All my midterms are over (wheee!), and now that I've got some time, I really can't not talk about Buffy to some extent. Even though I really should be researching eating and body dysmorphic disorders right now. But this is more fun and less depressing.

So. First of all, adjrun and I share a hive-like mind in these matters, so if you haven't yet, go read her huge-ass essay about this episode, because I agree 100% and really have nothing to add. I'm pretty sure I was the one who suggested to her in chat the other night (unless somebody in another window suggested the same thing at around the same time) that Nice, Understanding Buffy might have been the MMBB, trying to seduce Spike into a sense of complacency as well as keeping him confused and distrustful of the real Buffy. We've been shown that it can appear as Buffy, and that it can touch Spike, and that it can see into his head to his fears and desires. And the almost angelic appearance of this first Buffy calls to mind scripture that says the devil can appear as a being of light. But as somebody in the forum pointed out, the most telling thing was the braid. Sure, it could have just been convenience, not wanting to make SMG change her hair as well as her costume, but would that really have been such a big deal? Why would Spike have hallucinated the exact same hairstyle -- which was a brand new (and not universally approved) Buffy hairstyle -- that the real Buffy was wearing?

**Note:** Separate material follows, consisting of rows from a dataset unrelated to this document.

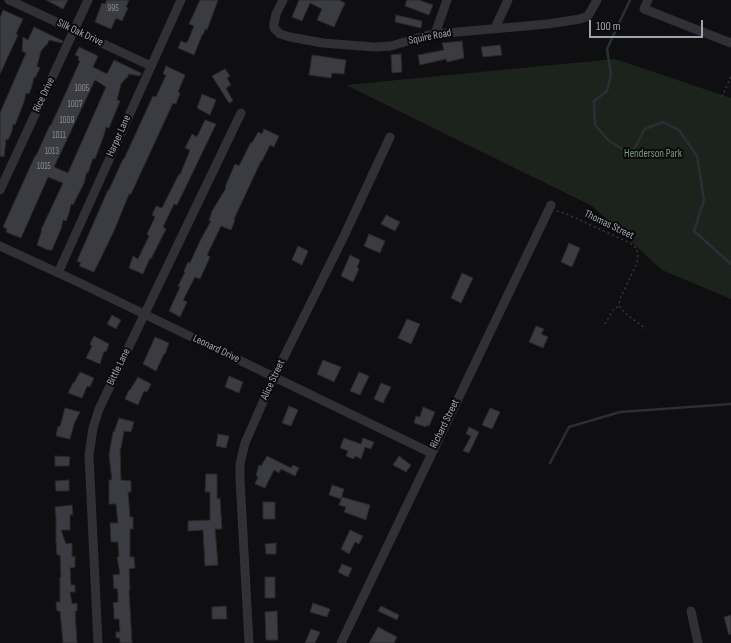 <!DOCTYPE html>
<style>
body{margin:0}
#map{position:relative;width:731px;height:643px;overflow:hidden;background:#0f0f11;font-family:"Sofia Sans Condensed",sans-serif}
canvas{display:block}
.scale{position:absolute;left:589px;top:20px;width:114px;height:18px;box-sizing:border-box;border:2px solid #a0a4b1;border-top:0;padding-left:5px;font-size:12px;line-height:14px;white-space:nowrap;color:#a0a4b1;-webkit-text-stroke:3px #0a0a0b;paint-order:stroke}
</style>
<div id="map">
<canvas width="731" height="643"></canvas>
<div class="scale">100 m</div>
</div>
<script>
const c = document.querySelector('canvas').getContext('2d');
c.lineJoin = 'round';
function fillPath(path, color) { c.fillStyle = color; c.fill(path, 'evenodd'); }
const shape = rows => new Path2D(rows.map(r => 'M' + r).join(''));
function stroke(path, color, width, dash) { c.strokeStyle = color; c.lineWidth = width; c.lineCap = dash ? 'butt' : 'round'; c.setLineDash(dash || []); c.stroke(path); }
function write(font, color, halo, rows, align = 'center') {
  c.font = font + ' "Sofia Sans Condensed",sans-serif'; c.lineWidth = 4; c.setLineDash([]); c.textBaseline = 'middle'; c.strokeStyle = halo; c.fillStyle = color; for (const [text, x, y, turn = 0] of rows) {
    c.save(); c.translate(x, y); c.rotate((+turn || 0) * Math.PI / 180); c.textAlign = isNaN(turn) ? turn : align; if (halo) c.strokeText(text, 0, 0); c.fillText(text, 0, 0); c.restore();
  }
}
const green = shape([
 [615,59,731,98,731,299,662,270,592,206,346,85]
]);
const stream = shape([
 [630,0,607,49,611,75,607,91,594,101,595,125,609,141,624,150,634,149,645,129,663,122,679,130,697,156,704,200,694,231,731,264],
 [550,463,569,427,620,412,731,404]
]);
const building = shape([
 [46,0,68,0,63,9,46,0],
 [107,0,129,0,126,7,128,8,122,21,116,18,111,29,95,22,102,3,105,4,107,0],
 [200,0,218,0,207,30,205,29,203,35,202,35,194,55,178,48,181,41,186,43,188,41,194,26,189,24,200,0],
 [299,0,339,0,345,3,334,27,317,20,322,9,310,3,302,21,292,17,299,0],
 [407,0,419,0,433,5,429,15,405,6,407,0],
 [3,10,23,19,16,34,18,35,0,74,0,18,3,10],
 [396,15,422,21,421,28,395,22,396,15],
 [34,27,63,41,62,43,49,40,47,45,46,45,41,51,37,66,40,68,35,78,34,77,32,86,29,94,26,93,24,102,15,125,13,124,12,131,8,140,6,139,4,157,0,156,0,113,26,53,22,51,23,37,28,40,34,27],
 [462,41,464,58,447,62,446,59,420,65,418,55,444,50,442,43,462,41],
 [500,45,502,55,483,57,481,47,500,45],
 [79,47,98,56,93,67,107,74,114,60,141,73,140,76,129,74,127,78,126,78,121,84,117,100,120,101,109,128,106,127,104,135,95,159,93,158,88,173,87,172,84,183,73,205,71,204,69,213,66,221,63,220,61,229,52,250,48,250,37,245,42,230,41,230,63,183,48,177,21,238,6,232,7,229,3,227,35,156,36,156,50,125,51,125,58,110,80,61,78,60,79,57,75,55,79,47],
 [95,80,106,87,68,173,54,167,95,80],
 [401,54,402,72,392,73,391,55,401,54],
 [312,55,346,60,344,74,332,73,331,78,309,75,312,55],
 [166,66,185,75,178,92,180,93,176,104,173,103,131,194,129,194,114,231,94,272,79,266,81,263,77,261,108,190,109,190,123,159,124,159,153,96,156,97,166,75,163,74,166,66],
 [225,69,230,76,227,78,231,85,226,88,233,101,229,103,212,76,225,69],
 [202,94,216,100,210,115,197,108,202,94],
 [205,120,216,124,177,205,174,204,163,227,166,229,151,259,150,258,143,274,129,268,133,256,138,259,149,236,147,234,155,217,152,215,156,206,162,208,179,174,180,175,190,150,185,148,192,134,197,137,205,120],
 [264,129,279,136,274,147,270,145,262,161,261,161,234,219,235,220,231,230,221,226,207,255,210,257,200,279,195,277,183,300,187,302,180,317,169,311,180,287,178,286,185,272,184,271,188,262,190,263,200,241,211,221,209,221,212,211,226,188,225,187,235,164,239,166,251,142,252,143,258,132,262,134,264,129],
 [386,215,400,222,395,231,381,224,386,215],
 [369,234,385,241,380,253,364,246,369,234],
 [569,243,580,248,572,267,561,262,569,243],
 [298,246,308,251,302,265,292,260,298,246],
 [350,255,360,260,357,267,359,269,353,282,341,276,350,255],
 [462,273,473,278,461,303,451,298,462,273],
 [112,315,121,320,116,329,107,324,112,315],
 [407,319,420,324,411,344,398,338,407,319],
 [536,326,544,329,541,334,548,337,543,348,529,342,536,326],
 [94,336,109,344,106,352,104,351,100,364,86,358,92,346,90,344,94,336],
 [155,337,169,343,165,354,164,354,156,371,143,364,155,337],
 [323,360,341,367,334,382,317,374,323,360],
 [80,372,94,378,90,387,87,386,82,398,68,393,73,383,74,383,80,372],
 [359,372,369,376,360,395,350,391,359,372],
 [229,376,243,382,239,393,225,387,229,376],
 [138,377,151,384,147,392,144,391,138,405,125,399,129,390,130,390,138,377],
 [381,383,391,387,383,403,374,399,381,383],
 [289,406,298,410,291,426,282,423,289,406],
 [423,407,435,412,429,426,427,425,426,427,414,423,416,416,420,417,423,407],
 [65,408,80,412,74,424,70,439,56,436,58,426,60,427,65,408],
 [490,408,500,412,492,429,482,425,490,408],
 [119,418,134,422,131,432,124,431,121,448,120,448,121,480,131,481,131,492,128,492,130,517,133,517,133,529,130,529,130,557,134,557,135,568,129,569,130,589,129,590,132,643,120,643,120,638,116,638,116,632,120,632,119,619,114,619,114,610,113,603,118,602,118,594,117,588,114,589,113,575,120,574,117,557,119,557,118,542,111,542,110,523,118,523,116,504,109,504,109,480,112,480,109,455,113,432,114,432,119,418],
 [469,427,479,432,469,453,463,451,471,436,466,434,469,427],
 [218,434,229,436,226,448,216,446,218,434],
 [344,438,361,444,363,438,374,442,371,449,365,447,361,459,355,456,354,459,346,456,348,451,340,448,344,438],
 [55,456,70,457,69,466,55,466,55,456],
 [267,456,291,468,293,465,299,468,295,476,281,469,279,473,274,470,265,488,255,484,258,477,256,475,259,465,261,466,267,456],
 [399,456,411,465,406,472,393,465,399,456],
 [206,474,217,474,217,499,220,498,222,529,215,529,218,565,205,566,203,530,188,531,188,521,210,520,210,492,205,492,206,474],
 [69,480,69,491,56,491,55,481,69,480],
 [332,485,344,489,341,499,329,495,332,485],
 [342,497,370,505,366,520,344,512,346,507,339,505,342,497],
 [263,502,275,502,275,519,263,519,263,502],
 [72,505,73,515,70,515,70,530,61,530,66,544,72,543,72,557,75,556,75,567,70,568,71,585,75,585,75,592,70,592,72,604,77,603,77,611,75,611,77,643,63,643,60,611,57,611,56,602,60,602,60,577,61,577,60,555,57,555,56,541,56,518,55,507,72,505],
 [350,530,363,536,359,544,355,542,349,554,341,549,350,530],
 [276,543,276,554,266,554,265,544,276,543],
 [342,564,352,568,348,577,338,572,342,564],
 [265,577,275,577,275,598,265,598,265,577],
 [313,603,330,609,327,617,310,612,313,603],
 [226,606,227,619,212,619,212,607,226,606],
 [381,606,399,615,397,620,378,611,381,606],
 [277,611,278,640,266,640,265,612,277,611],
 [731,615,731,634,729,635,724,617,731,615],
 [378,627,397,637,394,643,369,643,378,627],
 [311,629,320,632,315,643,305,643,311,629]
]);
const path = shape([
 [722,97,731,76],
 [557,211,569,215,630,243,636,248,638,254,637,263,620,299,619,306,625,313,646,329],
 [605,324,613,310,619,306]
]);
const minor = shape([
 [9,0,151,66],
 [283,0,276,14,274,24,274,28,280,34,290,37,323,43,374,47,391,46,421,37,435,34,548,24,580,19,588,16,597,0],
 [648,0,644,9,731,43],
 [495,28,508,0],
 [435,34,447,0],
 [0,190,88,0],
 [0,246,78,282,431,453],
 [58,273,181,0],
 [691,611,698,643],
 [98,643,89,455,93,428,99,409,241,113],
 [249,643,240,479,240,464,245,443,274,377,344,236,390,137],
 [341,643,551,205]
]);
const numberNames = [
 ["995",113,9],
 ["1005",82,89],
 ["1007",75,105],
 ["1009",67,121],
 ["1011",59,136],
 ["1013",52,152],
 ["1015",44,167]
];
const streetNames = [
 ["Silk Oak Drive",80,33,25],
 ["Squire Road",430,37,-11],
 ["Rice Drive",44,95,-65],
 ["Harper Lane",119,136,-66],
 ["Thomas Street",609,225,26],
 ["Leonard Drive",216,349,26],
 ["Bittle Lane",119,367,-64],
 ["Alice Street",273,380,-65],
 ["Richard Street",445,424,-64]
];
const parkNames = [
 ["Henderson Park",653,154]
];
fillPath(green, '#1c231d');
stroke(stream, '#282f36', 2.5);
fillPath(building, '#3b3c41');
stroke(building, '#2a292d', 1);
stroke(path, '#36383c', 1.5, [2, 3]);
stroke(minor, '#303135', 9);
write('9px', '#878a95', null, numberNames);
write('11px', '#a0a4b1', '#0a0a0b', streetNames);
write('11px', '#779c7d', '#0a0a0b', parkNames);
</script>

See, it's these little things that hang me up and make me go "Oooooh!"

Anyway. I'm really impressed at how productive this season has been so far. The season doesn't usually really take off until about the sixth episode or so, but only five eps in and they've already addressed Willow's guilt and welcomed her back into the fold, established that Xander's still in love with Anya, dealt with her return to vengeance and her subsequent attacks of conscience and returned her to human once again, and gone from Buffy finding out about Spike's soul to being completely incapable of dealing with it to taking steps to make it deal-with-able (and on an aside, how happy am I that the answer to the question she posed last week -- what do you do when you know you can't help someone? -- turned out to be to get him to help himself and tell you what he needs. Without coming right out and asking for help, Spike identified a basic need: a place to live. This is a tangible thing that Action Girl can take care of, allowing Buffy to do something for him without stretching her comfort zone more than it's ready to be stretched just yet. Yay!). Considering that before the season started I didn't even expect Buffy to find out about the soul until sweeps, I'd say they've accomplished a hell of a lot in only the first five episodes. It seems to me that they're trying to get the weightiest and angstiest of the weighty, angsty issues dealt with and out of the way so that they can hurry up and shake off the dregs of last season's über-angst and get on with the lighter, happier Buffy that Joss has been promising all summer. Not that the lighter, happier version won't be without a fair share of angst, because really, what's Buffy without angst?

That's all I've got. I'm off to look up bigorexia. Yes, that's a real disorder, and it's pretty much exactly what it looks like.